=== Exercise description ===
In the copy, include every entry exactly but none of the images.

=== Data records ===
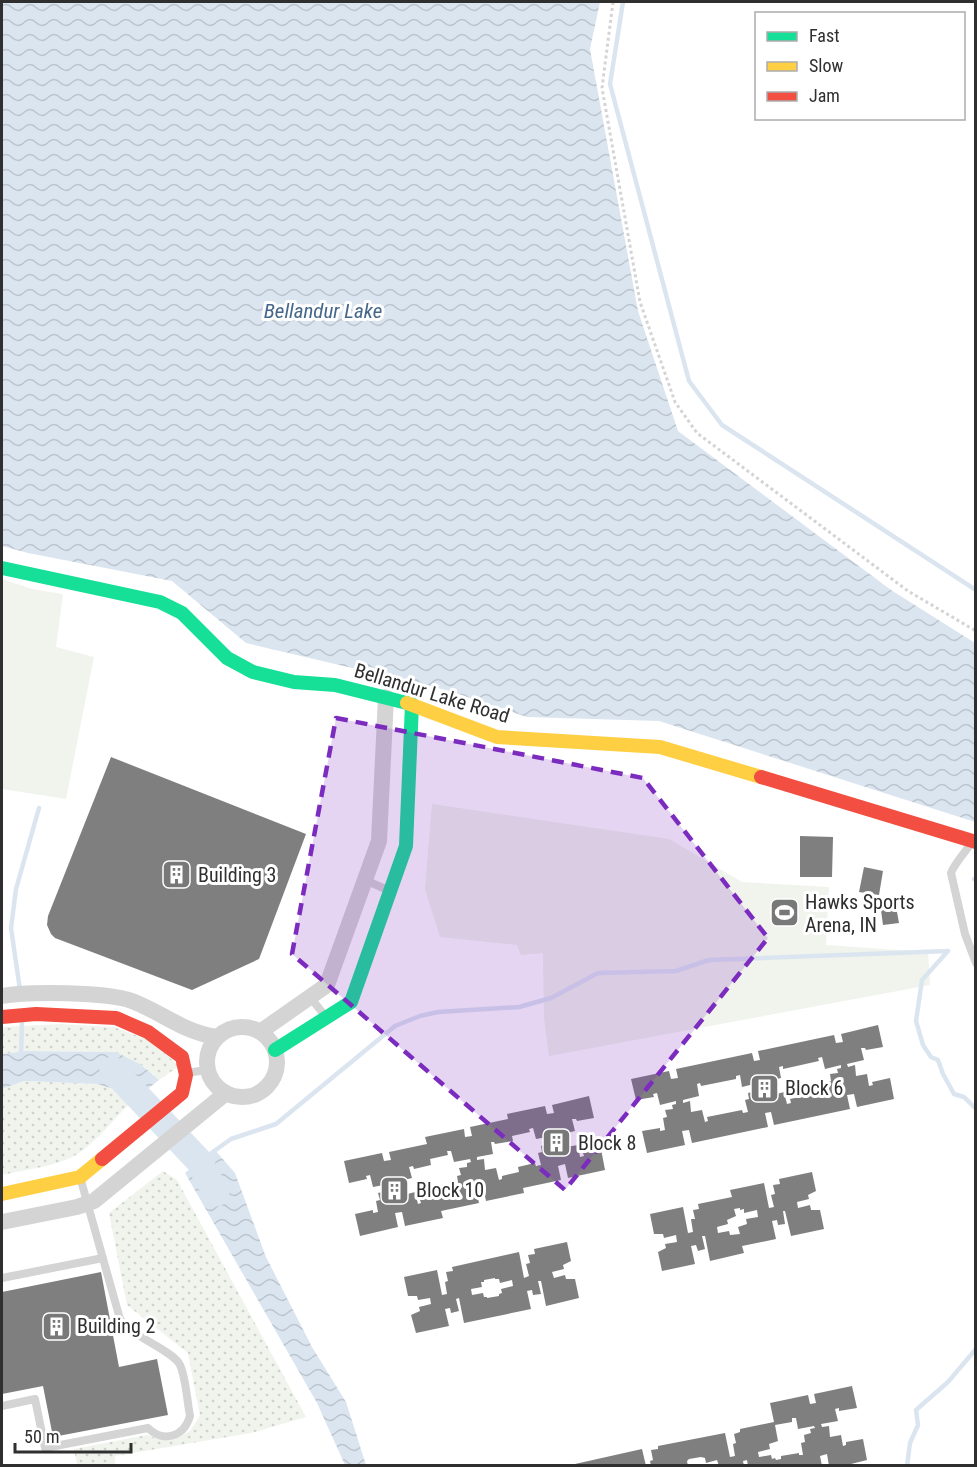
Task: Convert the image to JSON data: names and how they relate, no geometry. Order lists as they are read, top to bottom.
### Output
{
  "streets": {
    "street": ["Bellandur Lake Road"]
  },
  "water": ["Bellandur Lake"],
  "places": {
    "building": [
      "Building 3",
      "Block 6",
      "Block 8",
      "Block 10",
      "Building 2"
    ],
    "sports": ["Hawks Sports Arena, IN"]
  },
  "legend": ["Fast", "Slow", "Jam"],
  "scale_bar": "50 m"
}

=== Reply ===
Task: Convert the image to JSON data: names and how they relate, no geometry. Order lists as they are read, top to bottom.
### Output
{
  "streets": {
    "street": ["Bellandur Lake Road"]
  },
  "water": ["Bellandur Lake"],
  "places": {
    "building": [
      "Building 3",
      "Block 6",
      "Block 8",
      "Block 10",
      "Building 2"
    ],
    "sports": ["Hawks Sports Arena, IN"]
  },
  "legend": ["Fast", "Slow", "Jam"],
  "scale_bar": "50 m"
}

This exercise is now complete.